### [Exercise objective]
Using the records below, write out again exactly the lines that begin at the line containing "display:flex; align-items:center; gap:8px;" and end at the line containing "c.lineJoin = 'round';", and no other lines.

-- Information supplied follows --

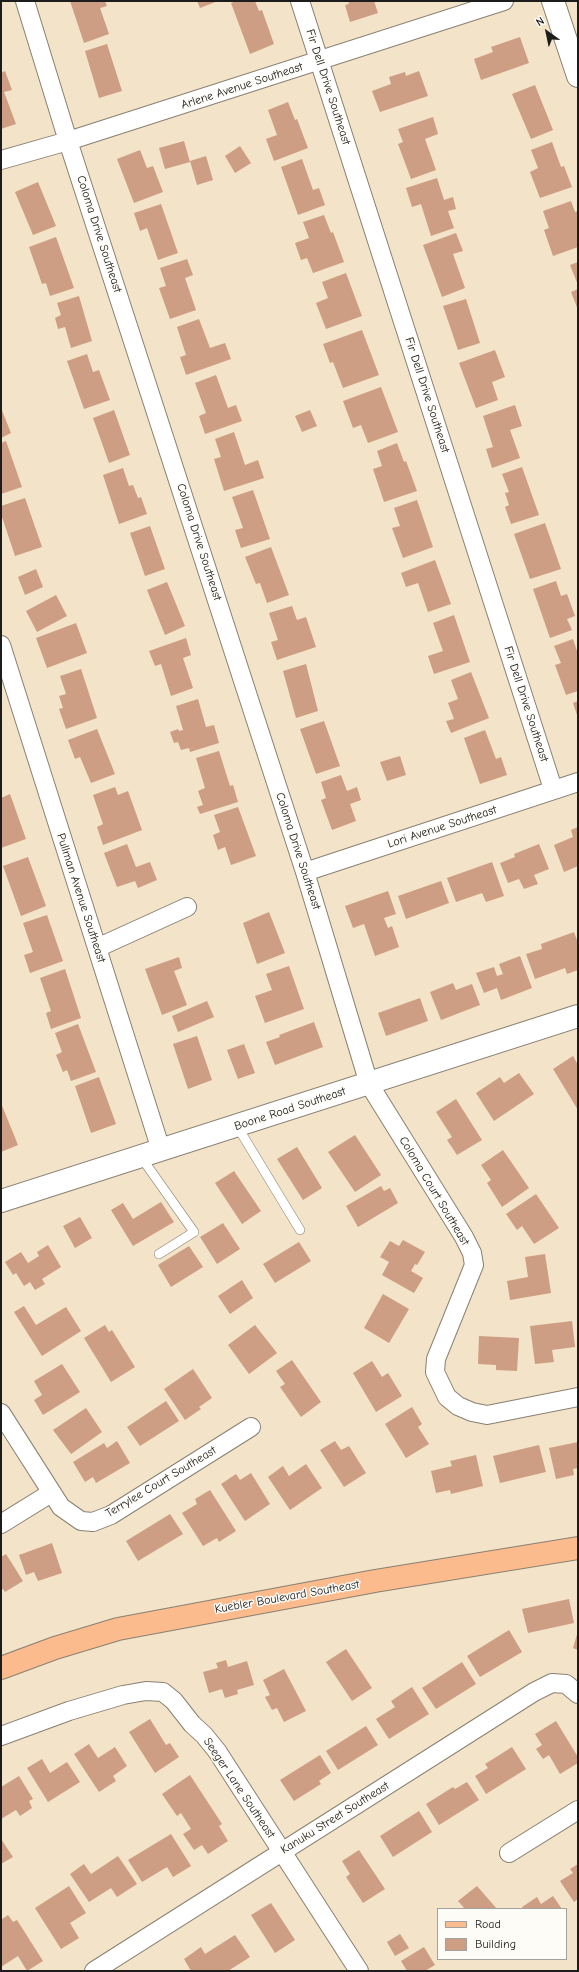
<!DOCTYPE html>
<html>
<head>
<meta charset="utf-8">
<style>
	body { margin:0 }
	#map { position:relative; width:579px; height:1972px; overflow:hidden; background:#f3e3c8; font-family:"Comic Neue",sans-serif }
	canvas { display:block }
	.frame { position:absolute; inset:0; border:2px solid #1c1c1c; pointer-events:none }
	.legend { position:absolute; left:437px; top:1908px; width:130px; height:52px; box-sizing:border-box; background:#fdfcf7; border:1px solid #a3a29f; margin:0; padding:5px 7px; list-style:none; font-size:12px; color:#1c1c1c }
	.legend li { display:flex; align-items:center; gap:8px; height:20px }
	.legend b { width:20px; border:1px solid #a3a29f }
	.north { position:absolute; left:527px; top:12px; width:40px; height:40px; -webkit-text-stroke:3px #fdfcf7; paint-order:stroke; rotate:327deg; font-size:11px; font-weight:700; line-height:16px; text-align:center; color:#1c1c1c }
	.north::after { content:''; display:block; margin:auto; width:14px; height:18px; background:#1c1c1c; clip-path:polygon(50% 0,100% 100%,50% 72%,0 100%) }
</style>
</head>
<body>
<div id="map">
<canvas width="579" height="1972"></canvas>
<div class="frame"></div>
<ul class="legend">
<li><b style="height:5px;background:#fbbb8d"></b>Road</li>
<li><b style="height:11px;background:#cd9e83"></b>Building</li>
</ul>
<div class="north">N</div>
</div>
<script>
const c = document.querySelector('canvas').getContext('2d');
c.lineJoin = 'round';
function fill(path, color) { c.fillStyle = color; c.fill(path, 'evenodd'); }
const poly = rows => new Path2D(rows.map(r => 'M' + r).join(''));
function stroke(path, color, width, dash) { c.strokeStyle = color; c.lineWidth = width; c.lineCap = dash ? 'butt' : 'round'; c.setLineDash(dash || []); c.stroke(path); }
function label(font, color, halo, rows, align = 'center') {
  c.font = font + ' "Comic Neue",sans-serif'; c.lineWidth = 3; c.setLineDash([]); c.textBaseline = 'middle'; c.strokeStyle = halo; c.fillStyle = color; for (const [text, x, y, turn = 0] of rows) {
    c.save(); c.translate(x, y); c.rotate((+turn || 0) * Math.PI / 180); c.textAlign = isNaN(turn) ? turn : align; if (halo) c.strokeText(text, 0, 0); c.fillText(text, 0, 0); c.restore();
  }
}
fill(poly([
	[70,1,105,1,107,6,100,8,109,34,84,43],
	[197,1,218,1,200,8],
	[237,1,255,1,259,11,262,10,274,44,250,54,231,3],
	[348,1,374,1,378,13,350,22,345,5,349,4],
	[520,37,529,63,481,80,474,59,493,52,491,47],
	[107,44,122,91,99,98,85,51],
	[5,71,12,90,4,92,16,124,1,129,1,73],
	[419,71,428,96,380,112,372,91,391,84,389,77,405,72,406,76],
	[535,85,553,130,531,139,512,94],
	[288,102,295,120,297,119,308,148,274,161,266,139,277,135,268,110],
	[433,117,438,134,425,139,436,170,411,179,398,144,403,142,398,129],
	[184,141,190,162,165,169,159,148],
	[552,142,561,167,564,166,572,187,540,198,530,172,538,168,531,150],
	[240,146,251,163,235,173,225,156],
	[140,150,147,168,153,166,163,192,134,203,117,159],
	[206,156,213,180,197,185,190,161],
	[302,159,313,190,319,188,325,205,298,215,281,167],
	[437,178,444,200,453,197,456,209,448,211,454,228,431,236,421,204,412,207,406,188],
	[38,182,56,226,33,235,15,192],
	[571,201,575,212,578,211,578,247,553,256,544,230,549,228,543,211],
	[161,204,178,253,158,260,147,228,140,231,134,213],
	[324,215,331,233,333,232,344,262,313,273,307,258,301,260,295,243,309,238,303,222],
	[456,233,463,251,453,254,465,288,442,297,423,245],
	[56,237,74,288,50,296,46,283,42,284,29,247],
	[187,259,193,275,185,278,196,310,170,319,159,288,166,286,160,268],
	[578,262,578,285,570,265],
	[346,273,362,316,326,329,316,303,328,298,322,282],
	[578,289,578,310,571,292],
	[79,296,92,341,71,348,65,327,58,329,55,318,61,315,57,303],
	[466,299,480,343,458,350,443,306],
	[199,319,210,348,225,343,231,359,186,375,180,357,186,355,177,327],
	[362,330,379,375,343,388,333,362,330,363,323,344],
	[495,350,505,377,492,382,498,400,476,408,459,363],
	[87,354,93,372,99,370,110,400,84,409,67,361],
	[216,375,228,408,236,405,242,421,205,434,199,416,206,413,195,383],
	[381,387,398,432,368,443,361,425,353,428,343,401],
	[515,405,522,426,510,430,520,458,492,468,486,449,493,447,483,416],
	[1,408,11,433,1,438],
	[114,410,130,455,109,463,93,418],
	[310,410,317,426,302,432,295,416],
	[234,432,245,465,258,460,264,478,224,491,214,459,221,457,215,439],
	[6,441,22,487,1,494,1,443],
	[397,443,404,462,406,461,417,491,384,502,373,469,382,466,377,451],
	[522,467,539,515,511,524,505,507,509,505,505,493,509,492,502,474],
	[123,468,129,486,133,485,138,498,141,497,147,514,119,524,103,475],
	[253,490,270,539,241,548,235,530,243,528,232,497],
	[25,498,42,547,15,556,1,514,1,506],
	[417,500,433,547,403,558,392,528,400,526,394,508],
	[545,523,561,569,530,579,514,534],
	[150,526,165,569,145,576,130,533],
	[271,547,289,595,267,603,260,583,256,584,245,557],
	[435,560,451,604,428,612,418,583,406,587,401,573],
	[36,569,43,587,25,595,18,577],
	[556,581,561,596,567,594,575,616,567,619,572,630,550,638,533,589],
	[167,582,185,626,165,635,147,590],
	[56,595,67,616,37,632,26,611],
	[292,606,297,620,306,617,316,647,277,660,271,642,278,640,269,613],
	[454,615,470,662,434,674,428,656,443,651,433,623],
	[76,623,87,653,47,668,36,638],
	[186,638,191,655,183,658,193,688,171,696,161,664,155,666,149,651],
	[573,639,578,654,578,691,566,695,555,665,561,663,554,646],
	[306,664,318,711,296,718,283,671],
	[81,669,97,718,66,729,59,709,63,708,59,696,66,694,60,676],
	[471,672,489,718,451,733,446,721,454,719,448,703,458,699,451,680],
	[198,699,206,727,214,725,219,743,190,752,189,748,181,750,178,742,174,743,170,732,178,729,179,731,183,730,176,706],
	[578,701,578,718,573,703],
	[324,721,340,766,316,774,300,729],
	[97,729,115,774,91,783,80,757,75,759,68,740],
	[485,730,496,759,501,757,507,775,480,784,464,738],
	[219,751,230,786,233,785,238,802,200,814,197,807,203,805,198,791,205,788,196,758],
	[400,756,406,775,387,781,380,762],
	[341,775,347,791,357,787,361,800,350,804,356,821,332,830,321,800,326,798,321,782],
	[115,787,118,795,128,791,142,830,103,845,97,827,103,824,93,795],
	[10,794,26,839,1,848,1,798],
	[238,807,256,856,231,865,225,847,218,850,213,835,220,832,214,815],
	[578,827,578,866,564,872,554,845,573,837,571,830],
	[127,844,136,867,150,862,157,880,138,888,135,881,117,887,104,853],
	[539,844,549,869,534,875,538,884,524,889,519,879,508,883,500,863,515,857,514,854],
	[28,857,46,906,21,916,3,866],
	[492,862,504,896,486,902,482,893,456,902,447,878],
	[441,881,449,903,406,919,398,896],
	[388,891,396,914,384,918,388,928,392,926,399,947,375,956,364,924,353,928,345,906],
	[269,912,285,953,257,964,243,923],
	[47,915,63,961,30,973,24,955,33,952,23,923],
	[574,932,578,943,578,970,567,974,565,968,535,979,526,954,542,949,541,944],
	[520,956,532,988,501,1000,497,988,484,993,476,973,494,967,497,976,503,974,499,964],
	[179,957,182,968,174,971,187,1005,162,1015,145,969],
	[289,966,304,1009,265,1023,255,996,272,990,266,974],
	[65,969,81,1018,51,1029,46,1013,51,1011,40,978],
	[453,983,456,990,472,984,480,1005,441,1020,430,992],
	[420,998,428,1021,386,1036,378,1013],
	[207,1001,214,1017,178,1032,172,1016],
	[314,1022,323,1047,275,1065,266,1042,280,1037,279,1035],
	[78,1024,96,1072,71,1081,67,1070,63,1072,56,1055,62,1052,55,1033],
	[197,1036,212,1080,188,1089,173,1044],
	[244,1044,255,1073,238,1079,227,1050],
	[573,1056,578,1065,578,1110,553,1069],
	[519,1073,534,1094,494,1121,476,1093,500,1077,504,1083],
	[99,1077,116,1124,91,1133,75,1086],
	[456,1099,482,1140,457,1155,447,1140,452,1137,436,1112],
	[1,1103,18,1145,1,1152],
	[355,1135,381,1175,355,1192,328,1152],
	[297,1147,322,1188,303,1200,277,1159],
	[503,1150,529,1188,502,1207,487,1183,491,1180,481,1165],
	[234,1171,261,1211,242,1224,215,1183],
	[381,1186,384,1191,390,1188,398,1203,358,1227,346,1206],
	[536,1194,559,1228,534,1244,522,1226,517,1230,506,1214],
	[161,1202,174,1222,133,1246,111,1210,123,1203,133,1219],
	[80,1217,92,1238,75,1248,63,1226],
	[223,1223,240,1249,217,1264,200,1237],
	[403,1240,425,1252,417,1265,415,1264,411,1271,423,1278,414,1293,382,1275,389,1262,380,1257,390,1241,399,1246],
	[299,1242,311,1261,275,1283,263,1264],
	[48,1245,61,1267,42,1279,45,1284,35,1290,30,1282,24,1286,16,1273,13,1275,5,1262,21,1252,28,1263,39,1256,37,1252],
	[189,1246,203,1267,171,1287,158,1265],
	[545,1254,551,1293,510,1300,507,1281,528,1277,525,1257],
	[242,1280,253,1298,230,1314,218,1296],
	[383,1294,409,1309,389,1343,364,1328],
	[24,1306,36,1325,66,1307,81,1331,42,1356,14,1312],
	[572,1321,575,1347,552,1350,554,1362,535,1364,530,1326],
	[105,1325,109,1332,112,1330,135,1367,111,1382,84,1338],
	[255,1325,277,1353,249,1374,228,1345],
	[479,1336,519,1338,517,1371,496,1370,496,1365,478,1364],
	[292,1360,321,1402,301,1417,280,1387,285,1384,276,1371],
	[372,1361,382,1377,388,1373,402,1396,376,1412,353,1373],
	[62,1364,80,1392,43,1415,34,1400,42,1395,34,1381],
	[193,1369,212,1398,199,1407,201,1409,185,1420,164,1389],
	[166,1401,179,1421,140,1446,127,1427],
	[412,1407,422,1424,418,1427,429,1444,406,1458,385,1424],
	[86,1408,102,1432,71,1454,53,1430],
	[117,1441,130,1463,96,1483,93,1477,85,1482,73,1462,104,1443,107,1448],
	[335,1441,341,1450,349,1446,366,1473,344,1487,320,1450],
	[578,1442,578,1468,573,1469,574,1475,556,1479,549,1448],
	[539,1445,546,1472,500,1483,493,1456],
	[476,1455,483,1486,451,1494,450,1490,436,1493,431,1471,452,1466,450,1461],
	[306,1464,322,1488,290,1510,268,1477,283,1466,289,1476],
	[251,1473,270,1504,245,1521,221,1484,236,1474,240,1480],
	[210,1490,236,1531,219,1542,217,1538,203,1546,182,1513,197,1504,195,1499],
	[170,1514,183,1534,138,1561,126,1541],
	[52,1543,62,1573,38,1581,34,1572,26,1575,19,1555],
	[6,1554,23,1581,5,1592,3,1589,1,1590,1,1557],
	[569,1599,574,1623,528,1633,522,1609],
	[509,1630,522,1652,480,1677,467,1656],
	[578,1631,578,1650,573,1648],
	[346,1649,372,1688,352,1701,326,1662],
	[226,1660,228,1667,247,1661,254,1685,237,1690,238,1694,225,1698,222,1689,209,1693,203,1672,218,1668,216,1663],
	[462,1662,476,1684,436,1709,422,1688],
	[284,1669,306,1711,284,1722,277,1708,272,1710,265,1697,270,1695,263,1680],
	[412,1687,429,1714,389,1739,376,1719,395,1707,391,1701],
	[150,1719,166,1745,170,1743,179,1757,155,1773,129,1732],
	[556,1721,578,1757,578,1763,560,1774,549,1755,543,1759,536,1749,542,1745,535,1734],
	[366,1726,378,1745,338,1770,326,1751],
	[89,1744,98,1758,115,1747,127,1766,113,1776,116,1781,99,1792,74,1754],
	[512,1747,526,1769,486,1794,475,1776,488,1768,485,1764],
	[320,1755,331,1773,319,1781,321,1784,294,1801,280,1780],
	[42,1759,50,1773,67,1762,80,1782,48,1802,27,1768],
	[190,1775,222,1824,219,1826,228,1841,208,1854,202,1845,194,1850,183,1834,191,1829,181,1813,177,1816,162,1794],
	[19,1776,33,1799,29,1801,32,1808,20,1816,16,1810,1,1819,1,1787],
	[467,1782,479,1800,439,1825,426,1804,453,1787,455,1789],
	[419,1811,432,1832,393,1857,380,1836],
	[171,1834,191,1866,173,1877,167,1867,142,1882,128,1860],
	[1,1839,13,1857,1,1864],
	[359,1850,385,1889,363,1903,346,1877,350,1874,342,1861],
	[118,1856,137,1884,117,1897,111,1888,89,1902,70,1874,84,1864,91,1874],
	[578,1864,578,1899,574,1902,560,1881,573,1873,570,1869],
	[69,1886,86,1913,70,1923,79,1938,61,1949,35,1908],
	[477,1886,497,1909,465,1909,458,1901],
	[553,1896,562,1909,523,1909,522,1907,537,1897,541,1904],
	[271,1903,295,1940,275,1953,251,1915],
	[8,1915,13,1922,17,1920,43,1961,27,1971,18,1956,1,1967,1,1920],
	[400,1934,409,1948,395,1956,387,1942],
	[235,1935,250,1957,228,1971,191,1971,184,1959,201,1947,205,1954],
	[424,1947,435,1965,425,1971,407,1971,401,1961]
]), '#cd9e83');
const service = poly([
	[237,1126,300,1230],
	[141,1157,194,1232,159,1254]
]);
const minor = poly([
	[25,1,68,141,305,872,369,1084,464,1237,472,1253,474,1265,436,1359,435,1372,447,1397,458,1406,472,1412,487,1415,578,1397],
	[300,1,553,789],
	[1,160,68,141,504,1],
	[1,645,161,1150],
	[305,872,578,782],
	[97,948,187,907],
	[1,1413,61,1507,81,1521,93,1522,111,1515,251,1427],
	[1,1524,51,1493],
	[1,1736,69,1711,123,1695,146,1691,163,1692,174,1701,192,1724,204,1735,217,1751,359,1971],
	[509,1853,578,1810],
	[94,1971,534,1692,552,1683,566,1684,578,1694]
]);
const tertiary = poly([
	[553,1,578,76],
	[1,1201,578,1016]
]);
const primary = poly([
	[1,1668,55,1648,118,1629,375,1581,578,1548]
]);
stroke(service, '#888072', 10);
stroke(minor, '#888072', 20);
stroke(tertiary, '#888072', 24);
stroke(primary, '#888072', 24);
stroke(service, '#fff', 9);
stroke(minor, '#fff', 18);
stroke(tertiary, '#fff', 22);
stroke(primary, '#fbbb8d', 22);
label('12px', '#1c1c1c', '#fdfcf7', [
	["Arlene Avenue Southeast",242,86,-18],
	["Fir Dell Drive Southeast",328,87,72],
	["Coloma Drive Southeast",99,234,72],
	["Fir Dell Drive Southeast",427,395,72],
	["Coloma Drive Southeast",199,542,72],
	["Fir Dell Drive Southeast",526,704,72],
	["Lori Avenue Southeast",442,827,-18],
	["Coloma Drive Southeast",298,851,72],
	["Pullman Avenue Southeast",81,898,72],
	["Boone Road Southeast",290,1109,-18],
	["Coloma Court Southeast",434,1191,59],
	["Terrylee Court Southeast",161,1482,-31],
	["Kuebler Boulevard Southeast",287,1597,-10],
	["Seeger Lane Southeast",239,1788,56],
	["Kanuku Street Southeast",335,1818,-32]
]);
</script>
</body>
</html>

-- Information supplied concluded --
-- Information supplied follows --

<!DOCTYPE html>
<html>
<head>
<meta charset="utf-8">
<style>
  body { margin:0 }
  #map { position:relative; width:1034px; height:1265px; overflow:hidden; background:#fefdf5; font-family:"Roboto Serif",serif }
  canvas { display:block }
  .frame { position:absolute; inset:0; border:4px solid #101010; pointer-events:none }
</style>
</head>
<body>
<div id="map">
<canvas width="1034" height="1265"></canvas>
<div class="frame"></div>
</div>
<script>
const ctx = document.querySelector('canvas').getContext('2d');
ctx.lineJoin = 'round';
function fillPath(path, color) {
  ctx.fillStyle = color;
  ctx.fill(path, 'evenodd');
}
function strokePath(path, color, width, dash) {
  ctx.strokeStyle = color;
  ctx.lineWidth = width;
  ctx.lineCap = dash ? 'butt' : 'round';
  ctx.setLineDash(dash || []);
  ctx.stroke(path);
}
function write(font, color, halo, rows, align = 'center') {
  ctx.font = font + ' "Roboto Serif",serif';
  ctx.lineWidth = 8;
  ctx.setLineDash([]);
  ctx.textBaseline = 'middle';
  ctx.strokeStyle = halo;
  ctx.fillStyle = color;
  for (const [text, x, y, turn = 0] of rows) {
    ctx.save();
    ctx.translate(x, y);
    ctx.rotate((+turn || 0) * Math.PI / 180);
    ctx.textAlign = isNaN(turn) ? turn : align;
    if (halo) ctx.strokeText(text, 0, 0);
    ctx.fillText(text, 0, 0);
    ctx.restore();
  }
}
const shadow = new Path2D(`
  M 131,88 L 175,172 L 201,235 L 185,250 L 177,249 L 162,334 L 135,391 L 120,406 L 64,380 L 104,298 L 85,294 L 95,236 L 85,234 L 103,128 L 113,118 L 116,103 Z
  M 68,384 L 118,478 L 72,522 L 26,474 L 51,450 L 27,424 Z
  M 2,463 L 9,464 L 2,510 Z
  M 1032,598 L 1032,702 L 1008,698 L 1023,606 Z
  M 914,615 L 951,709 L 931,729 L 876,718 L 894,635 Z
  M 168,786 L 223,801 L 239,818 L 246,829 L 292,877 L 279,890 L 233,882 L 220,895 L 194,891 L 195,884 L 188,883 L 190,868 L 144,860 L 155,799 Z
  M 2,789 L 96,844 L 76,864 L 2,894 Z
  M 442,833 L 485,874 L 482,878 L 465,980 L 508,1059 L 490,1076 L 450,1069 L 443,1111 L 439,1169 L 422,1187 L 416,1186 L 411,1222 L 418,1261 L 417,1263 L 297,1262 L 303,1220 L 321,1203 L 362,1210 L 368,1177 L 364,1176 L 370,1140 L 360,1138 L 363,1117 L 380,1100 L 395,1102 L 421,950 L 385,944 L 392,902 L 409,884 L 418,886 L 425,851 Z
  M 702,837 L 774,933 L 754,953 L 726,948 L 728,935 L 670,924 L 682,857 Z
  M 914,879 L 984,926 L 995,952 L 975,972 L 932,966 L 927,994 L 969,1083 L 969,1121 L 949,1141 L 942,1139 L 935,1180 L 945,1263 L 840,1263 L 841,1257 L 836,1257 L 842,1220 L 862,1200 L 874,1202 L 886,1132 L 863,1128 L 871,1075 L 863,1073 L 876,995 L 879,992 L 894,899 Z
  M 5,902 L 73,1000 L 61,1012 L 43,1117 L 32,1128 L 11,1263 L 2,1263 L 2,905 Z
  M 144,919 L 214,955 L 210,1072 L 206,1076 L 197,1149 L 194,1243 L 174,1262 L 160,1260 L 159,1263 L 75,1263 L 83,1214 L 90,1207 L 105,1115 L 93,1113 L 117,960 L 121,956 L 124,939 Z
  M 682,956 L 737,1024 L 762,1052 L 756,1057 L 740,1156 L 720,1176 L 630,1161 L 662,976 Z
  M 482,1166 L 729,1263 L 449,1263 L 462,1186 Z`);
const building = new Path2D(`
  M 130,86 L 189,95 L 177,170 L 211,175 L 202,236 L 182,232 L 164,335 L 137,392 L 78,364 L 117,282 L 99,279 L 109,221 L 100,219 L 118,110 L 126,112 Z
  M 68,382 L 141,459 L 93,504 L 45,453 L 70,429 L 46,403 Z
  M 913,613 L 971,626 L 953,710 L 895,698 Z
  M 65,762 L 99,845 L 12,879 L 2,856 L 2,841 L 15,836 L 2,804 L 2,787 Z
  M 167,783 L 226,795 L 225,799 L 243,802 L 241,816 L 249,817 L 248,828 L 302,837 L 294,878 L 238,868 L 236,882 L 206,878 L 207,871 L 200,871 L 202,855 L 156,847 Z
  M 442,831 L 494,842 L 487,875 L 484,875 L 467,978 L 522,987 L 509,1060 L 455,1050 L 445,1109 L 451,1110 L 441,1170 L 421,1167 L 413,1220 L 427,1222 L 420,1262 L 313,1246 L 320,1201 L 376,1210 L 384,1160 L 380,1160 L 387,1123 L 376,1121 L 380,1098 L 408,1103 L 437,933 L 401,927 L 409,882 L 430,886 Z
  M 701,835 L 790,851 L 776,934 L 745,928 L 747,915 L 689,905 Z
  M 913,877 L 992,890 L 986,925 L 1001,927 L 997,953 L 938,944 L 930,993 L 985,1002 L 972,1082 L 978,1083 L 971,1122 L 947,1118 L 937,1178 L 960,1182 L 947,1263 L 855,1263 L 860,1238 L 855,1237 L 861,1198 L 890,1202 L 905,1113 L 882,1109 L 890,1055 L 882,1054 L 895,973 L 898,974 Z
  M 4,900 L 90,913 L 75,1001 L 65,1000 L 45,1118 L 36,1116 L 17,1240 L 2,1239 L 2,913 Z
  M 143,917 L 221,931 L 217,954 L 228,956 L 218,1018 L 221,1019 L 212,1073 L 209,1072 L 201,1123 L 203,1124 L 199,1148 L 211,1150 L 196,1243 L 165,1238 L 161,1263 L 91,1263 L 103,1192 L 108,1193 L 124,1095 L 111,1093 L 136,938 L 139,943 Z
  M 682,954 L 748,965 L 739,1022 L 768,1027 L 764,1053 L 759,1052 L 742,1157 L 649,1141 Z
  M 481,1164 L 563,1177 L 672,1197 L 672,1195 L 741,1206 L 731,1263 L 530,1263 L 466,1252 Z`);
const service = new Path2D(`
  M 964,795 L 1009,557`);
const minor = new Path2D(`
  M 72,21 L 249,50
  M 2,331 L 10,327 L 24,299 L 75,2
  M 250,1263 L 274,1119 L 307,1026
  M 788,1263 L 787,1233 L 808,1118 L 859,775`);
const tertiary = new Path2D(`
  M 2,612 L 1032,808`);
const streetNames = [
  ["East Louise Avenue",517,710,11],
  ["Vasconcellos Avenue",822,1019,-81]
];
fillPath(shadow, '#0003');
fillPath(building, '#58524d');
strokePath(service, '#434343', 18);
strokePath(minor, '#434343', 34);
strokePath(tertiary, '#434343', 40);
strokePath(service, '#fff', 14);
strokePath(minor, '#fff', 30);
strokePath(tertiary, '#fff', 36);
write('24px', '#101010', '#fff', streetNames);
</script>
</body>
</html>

-- Information supplied concluded --

### [Output below]
	.legend li { display:flex; align-items:center; gap:8px; height:20px }
	.legend b { width:20px; border:1px solid #a3a29f }
	.north { position:absolute; left:527px; top:12px; width:40px; height:40px; -webkit-text-stroke:3px #fdfcf7; paint-order:stroke; rotate:327deg; font-size:11px; font-weight:700; line-height:16px; text-align:center; color:#1c1c1c }
	.north::after { content:''; display:block; margin:auto; width:14px; height:18px; background:#1c1c1c; clip-path:polygon(50% 0,100% 100%,50% 72%,0 100%) }
</style>
</head>
<body>
<div id="map">
<canvas width="579" height="1972"></canvas>
<div class="frame"></div>
<ul class="legend">
<li><b style="height:5px;background:#fbbb8d"></b>Road</li>
<li><b style="height:11px;background:#cd9e83"></b>Building</li>
</ul>
<div class="north">N</div>
</div>
<script>
const c = document.querySelector('canvas').getContext('2d');
c.lineJoin = 'round';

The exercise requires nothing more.